Ringing in festival cheer for exporters, goods exports posted an increase of 4.62 per cent in September 2016 to $22.88 billion (year-on-year) — the second instance of monthly growth this fiscal — with substantial rise in shipments of gems & jewellery, engineering goods, garments & textiles, iron ore and handicrafts.

Imports during the month at $31.22 billion were 2.54 per cent lower than the same month last year as non-oil imports continued to dip. There was a fall in imports across sectors, including transport equipment, project goods, gold & silver, electronic goods, textiles, fertilizers, chemicals, dyes and iron & steel. Trade deficit, however, narrowed to $8.33 billion compared to $10.16 billion last September.

“This is a very encouraging development as China, South Korea and many other exporting countries exhibited double digit decline in exports. What is more assuring is the across sectors growth in exports as about 20 of the major 30 product groups turned positive in September,” said FIEO President SC Ralhan.

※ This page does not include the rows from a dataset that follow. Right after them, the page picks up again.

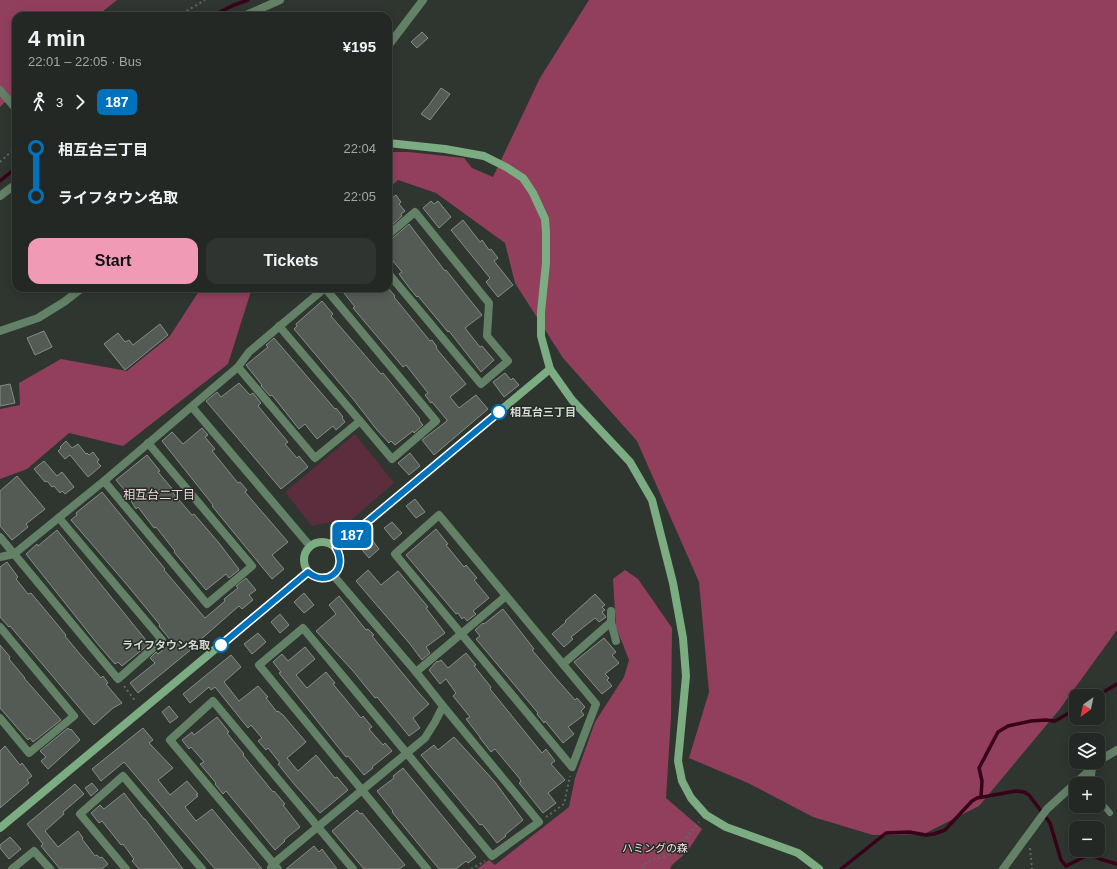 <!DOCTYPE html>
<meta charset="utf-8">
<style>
:root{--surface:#232824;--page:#2f3431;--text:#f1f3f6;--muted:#a3a6a6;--line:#404441;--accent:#f09ab6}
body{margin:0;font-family:Helvetica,"Noto Sans JP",sans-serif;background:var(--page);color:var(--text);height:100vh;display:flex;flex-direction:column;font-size:15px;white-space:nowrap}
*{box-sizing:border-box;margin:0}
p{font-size:13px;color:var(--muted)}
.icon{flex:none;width:22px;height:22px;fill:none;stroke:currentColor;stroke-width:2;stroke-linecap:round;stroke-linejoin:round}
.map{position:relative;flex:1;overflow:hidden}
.sheet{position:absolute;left:12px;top:12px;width:380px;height:280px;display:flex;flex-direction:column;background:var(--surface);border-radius:12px;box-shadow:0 2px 10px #0003,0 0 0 1px var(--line)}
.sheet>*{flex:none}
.badge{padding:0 8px;border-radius:6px;font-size:14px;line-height:26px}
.needle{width:26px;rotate:213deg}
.controls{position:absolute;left:1069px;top:689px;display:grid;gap:8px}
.controls a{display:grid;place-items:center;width:36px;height:36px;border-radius:8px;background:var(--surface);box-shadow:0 2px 10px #0003,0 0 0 1px var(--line);font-size:20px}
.map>.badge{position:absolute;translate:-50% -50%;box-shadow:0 0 0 2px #fff}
.legs{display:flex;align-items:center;gap:6px;height:44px;padding:0 16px;font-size:13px}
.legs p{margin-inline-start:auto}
.summary{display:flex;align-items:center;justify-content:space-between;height:68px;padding:0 16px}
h1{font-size:22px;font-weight:800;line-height:30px}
.action{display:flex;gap:8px;margin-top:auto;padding:8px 16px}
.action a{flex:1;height:46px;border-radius:12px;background:var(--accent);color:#111;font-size:16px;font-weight:800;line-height:46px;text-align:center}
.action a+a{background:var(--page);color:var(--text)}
ul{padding:0 16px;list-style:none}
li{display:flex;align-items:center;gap:14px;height:48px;font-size:15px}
li i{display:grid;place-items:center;width:6px;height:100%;margin:0 5px;background:currentColor}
li i::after{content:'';width:10px;height:10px;margin:-5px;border:3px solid;border-radius:50%;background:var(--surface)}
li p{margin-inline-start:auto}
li:first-child i{background:linear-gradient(#0000 50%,currentColor 0)}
li:last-child i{background:linear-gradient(currentColor 50%,#0000 0)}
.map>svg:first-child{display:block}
</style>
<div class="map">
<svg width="1117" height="869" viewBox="0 0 1117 869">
<rect width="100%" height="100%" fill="#2f3630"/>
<!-- green -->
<polygon fill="#5b2d3d" points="355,434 394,483 343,527 336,521 312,526 285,492"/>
<!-- forest -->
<g fill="#923f5e">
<polygon points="0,0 117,0 97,16 16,16 16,91 0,107"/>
<polygon points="589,0 1117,0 1117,630 1059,710 979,806 924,834 873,835 813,817 748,783 689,758 709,692 699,582 637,441 563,358 515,283 505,243 436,193 398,180 388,189 388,152 409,152 464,158 472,168 493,177 540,78"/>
<polygon points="201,288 252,288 228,364 123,446 69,433 27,469 0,479 0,409 20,405 19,383 61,359 127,371 170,336"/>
<polygon points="625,570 638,579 672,628 671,717 666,798 702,829 687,852 672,865 670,869 477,869 489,860 495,865 569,807 575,778 595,722 624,677 629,660 616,627 613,579"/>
</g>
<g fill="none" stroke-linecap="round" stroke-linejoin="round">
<!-- stream -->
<g stroke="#39001a" stroke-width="3.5">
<polyline points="212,16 234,5 248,0"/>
<polyline points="0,181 16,168"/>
<polyline points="1097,696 1117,684"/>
<polyline points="981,797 982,781 979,768 998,732 1008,726 1031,721 1046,720 1055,721 1076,709"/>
<polyline points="841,869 886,833 909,832 926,835 934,834 945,830 972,801 977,798 1016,791 1024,792 1029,795 1050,823 1061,860 1066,866 1090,854 1100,859 1117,864"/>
</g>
</g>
<!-- building -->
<g fill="#545b55" stroke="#868d86">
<polygon points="422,32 428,38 417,48 411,42"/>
<polygon points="441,88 450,94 430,120 421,114 429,105"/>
<polygon points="396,195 401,202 399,204 405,211 401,214 402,216 393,224 388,218 388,201"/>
<polygon points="431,201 434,204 438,201 451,217 439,228 423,208"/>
<polygon points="463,220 480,242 482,240 489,250 491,249 498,258 494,261 513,285 498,297 486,282 490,278 451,230"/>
<polygon points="409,224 445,271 446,270 482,315 465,328 480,347 482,346 494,360 481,372 449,331 448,332 418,296 417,297 411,290 399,274 402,272 388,255 388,242"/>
<polygon points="340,288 388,288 395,296 394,297 430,341 432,340 437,347 436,348 466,384 450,397 459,408 476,395 488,409 434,455 422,440 447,421 447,420 432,402 431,403 425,395 428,393 406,365 403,367 353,308 355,307"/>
<polygon points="322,301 333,314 331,316 381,374 383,373 420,419 419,420 423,425 414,433 413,431 395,445 391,441 389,443 377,430 353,399 294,329 297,326 296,324"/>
<polygon points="160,324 168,335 125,370 104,344 118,333 125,342 129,340 133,345"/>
<polygon points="44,331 52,347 35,355 27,338"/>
<polygon points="274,338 335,409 336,408 343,417 342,418 345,422 336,430 333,426 317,439 305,424 299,429 272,395 270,396 261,386 262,385 246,365 268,347 266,345"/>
<polygon points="505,373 511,380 513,378 519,385 504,397 493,382"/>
<polygon points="239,383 250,395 253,393 261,403 258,406 288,442 285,444 297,458 299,456 308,467 281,489 206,401 217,392 221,397"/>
<polygon points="10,384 15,403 0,406 0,386"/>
<polygon points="202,428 208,435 205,437 215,449 212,451 238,483 240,482 247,490 245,492 288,542 272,555 284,569 272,579 212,506 213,505 162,441 172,432 183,444"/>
<polygon points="66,441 72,448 78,444 86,454 87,453 89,455 93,452 99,460 97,462 101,466 88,477 70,455 65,459 58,451 61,448 60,447"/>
<polygon points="410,453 420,466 409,475 398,463"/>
<polygon points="147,455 160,471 158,472 175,492 173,493 192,515 194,514 219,543 238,568 239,570 229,578 226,574 206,590 174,552 175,551 156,527 154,528 138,507 136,509 131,501 133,500 116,480"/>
<polygon points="44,461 57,476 62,472 74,487 65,494 62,491 60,493 54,486 52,487 47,481 45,482 34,469"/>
<polygon points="17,476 45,509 26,524 28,527 12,540 0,526 0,491"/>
<polygon points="102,492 165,569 164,570 205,618 225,601 224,599 238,588 236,586 246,578 256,590 249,595 253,600 242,609 239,606 192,647 193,648 138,693 130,683 155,663 150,658 156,652 158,654 172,642 159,626 160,625 128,586 71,520 77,515 76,513"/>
<polygon points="415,499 425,512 416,518 406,506"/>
<polygon points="392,522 402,533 394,540 384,528"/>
<polygon points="436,529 448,544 446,545 464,567 466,565 477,578 474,580 489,598 473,611 476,614 467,621 464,617 462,619 458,613 456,614 406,555"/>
<polygon points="57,530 149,644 122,666 118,662 115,664 96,642 26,554 37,544 38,546"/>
<polygon points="369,536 379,549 369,558 358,545"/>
<polygon points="7,562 18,577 16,579 28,594 31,593 66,635 65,636 79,653 101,678 103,676 108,683 106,684 122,703 113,708 94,725 10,626 9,627 0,617 0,567"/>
<polygon points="368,570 381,585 398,571 428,607 426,608 445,633 426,647 430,653 422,660 410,644 356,581"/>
<polygon points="304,593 314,605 304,613 294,602"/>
<polygon points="595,594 605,605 602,607 605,610 602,612 606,617 599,622 595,618 571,637 573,639 564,647 552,634 566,622 565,621"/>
<polygon points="339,596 366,630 368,629 374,635 372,636 418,692 429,704 413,718 420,728 409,736 377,697 375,698 353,671 316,631 336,614 329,605"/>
<polygon points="503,609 534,649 532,650 554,676 575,700 577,698 585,707 581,711 584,715 568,727 574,734 563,743 545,721 544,723 537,714 538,713 476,639 480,636 475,630 483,623 484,624"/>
<polygon points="280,614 289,625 280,633 271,622"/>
<polygon points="258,633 266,642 252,654 244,644"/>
<polygon points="604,638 616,652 612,655 619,663 605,674 609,678 607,680 612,686 602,694 574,662"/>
<polygon points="0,645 10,657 9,659 25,678 24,678 61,720 33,742 30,738 28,740 0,708"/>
<polygon points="305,647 315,659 296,675 307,688 326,672 335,683 333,684 361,718 363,716 372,727 369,729 383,745 385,743 392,751 372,767 373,768 364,775 348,756 346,757 279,673 281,672 273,662 282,654 288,661"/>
<polygon points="466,653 476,665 474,666 491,687 490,689 542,753 546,749 555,761 551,764 565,780 548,793 556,803 543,813 519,783 521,782 520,779 495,749 491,752 480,738 480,737 466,719 470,717 453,696 456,693 446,679 440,684 429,670 437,661 438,662 441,660 448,668"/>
<polygon points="231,655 241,667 224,682 239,701 258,686 268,697 266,698 277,712 278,711 283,715 306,742 287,758 298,771 316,755 335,778 337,777 348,790 320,813 294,784 278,764 280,763 268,748 266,750 258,741 262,738 251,725 248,728 215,687 211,690 209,687 190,703 183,694"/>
<polygon points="169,706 178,717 170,723 162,712"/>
<polygon points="217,717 229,732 227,733 244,754 243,755 273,792 274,791 285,804 283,805 300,827 284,840 285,841 275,850 226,791 223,794 215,784 216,783 200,764 204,762 191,747 189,749 182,740 192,732 194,735"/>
<polygon points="68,728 70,730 71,729 80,740 48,769 41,761 46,757 40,751"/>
<polygon points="143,728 153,740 149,743 173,768 158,780 170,795 187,781 198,794 196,795 198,796 185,807 196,821 212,809 262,869 215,869 124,762 101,781 92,769"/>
<polygon points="454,737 495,782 523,820 505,835 506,836 497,843 482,824 480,825 421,755 434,745 438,750"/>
<polygon points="5,746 20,765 22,763 32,776 27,780 29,783 0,808 0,751"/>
<polygon points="403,768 476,857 468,863 466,861 456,869 439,869 392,812 393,811 377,791 394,778 393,776"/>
<polygon points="92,783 98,790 91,796 85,788"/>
<polygon points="75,784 84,794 63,812 64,814 45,831 58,847 78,831 83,838 82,839 95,856 97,855 100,858 102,857 108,864 102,869 60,869 41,846 43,844 27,824"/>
<polygon points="124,793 144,819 145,819 183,869 139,869 132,861 134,859 123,844 121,845 102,821 99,823 91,813 100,805 104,809"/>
<polygon points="357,810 360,814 362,813 405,865 399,869 364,869 332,831"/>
<polygon points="10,837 21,849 9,859 0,848 0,845"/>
<polygon points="314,846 319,852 322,849 337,869 286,869"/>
</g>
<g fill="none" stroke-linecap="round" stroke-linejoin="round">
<!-- path -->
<g stroke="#626863" stroke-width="2" stroke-dasharray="2 3" stroke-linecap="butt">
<polyline points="178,16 205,0"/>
<polyline points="0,162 16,147"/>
<polyline points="124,686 136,702"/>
<polyline points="546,817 564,804 570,776"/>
<polyline points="1030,848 1032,869"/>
<polyline points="471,869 485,861"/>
<path d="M 643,869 C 647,856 659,860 669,855 C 675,853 694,828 699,822"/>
</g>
<!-- lane -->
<g stroke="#638166" stroke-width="6">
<polyline points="1091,784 1093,767"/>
<polyline points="1098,799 1110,813"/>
</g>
<!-- street -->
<g stroke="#638166" stroke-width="8">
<polyline points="244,16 280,0"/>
<polyline points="388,46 423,0"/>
<polyline points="0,90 16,109"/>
<polyline points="0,196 16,184"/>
<polyline points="388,235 415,212 489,303 487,336 508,361 481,384 388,273"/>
<polyline points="279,326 360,421"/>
<polyline points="0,331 38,318 64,302 82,288"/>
<polyline points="238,367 315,458 360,421 392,459 436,421 325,288"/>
<polyline points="192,407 310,546"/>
<polyline points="104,481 207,604 252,566 148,443"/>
<polygon points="439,515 596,704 572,767 395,554"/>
<polyline points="0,537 118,679 162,640 59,518"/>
<polyline points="0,557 14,554 104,481 238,367 249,352 325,288"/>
<polyline points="611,611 611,622 616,641"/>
<polyline points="0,627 74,716 29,753 0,718"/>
<polyline points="563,664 611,622"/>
<polyline points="416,672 506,596"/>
<polyline points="271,868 273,864 425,738 435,722 443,706 416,672 333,575"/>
<polyline points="12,869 34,851 50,869"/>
<polyline points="126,869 80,814 123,776 202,869"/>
<polyline points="278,869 170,740 213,701 353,869"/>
<polyline points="427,869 259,665 303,628 492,856 539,822 443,706"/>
<polyline points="1003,869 1047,809 1102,759 1117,750"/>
</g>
<!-- secondary -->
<g stroke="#7cac82" stroke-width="8">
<polyline points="388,143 445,149 484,156 506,167 523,178 533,193 545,219 546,233 546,263 541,312 541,336 550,369 572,400 630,462 652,500 673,583 683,638 686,676 678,761 682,781 691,798 706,815 726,827 798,853 819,869"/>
<circle cx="322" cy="560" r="18"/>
<polyline points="336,548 550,369"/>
<polyline points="0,828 308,572"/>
</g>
</g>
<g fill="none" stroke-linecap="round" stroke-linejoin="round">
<!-- line-1 casing -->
<g stroke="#fff" stroke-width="9">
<path id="line-1" d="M 221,645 L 308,572 C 326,588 349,570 336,548 L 499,412"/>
</g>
<!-- line-1 -->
<use href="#line-1" stroke="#0072bc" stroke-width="6"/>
</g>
<!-- markers -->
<g fill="#fff" stroke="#0072bc" stroke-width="2">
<circle cx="499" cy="412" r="7"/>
<circle cx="221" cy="645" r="7"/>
</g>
<g text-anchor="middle" stroke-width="3" stroke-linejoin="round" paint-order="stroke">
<!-- stop labels -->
<g font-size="11" font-weight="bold" fill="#d7dbd7" stroke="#252c26" text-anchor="start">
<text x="510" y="416">相互台三丁目</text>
<text x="210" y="649" text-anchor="end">ライフタウン名取</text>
</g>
<!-- park labels -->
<g font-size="11" fill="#f2d9e0" stroke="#252c26">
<text x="655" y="852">ハミングの森</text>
</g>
<!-- neighbourhood labels -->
<g font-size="12" fill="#f6d4dd" stroke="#252c26">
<text x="159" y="499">相互台二丁目</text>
</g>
</g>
</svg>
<div class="controls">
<a><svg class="needle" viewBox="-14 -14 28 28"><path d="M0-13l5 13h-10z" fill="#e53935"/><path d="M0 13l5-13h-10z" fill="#a3a6a6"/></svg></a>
<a><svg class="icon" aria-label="layers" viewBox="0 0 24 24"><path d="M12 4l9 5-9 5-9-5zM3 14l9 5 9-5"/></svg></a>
<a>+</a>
<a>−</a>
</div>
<b class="badge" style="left:352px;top:535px;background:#0072bc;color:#fff">187</b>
<section class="sheet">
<div class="summary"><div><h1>4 min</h1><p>22:01 – 22:05 · Bus</p></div><b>¥195</b></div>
<div class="legs"><svg class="icon" aria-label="walk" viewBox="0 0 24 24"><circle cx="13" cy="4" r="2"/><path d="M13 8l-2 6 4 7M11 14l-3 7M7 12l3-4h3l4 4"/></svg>3<svg class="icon" aria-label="forward" viewBox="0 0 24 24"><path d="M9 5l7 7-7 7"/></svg><b class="badge" style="background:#0072bc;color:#fff">187</b></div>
<ul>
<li><i style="color:#0072bc"></i><b>相互台三丁目</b><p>22:04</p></li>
<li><i style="color:#0072bc"></i><b>ライフタウン名取</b><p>22:05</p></li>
</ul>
<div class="action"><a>Start</a><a>Tickets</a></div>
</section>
</div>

This fiscal, exports had registered a growth in June following 18 months of continuous decline due to poor global demand, but fell again in July and August.

Despite the overall growth in exports in September 2016, several items such as leather, meat, man-made yarn, petroleum products, rice, coal and oilseeds continued to decline.

Total exports in April-September 2016-17 fell 1.74 per cent to $131.40 billion compared to the same period last fiscal. Total imports in the six-month period of 2016-17 at $174.40 billion was lower by 13.77 per cent compared to the same period last fiscal.

Due to the sharp drop in imports, trade deficit for April-September 2016-17 at $43 billion was 37.26 per cent lower than the deficit of $68.54 billion during April-September 2015-16.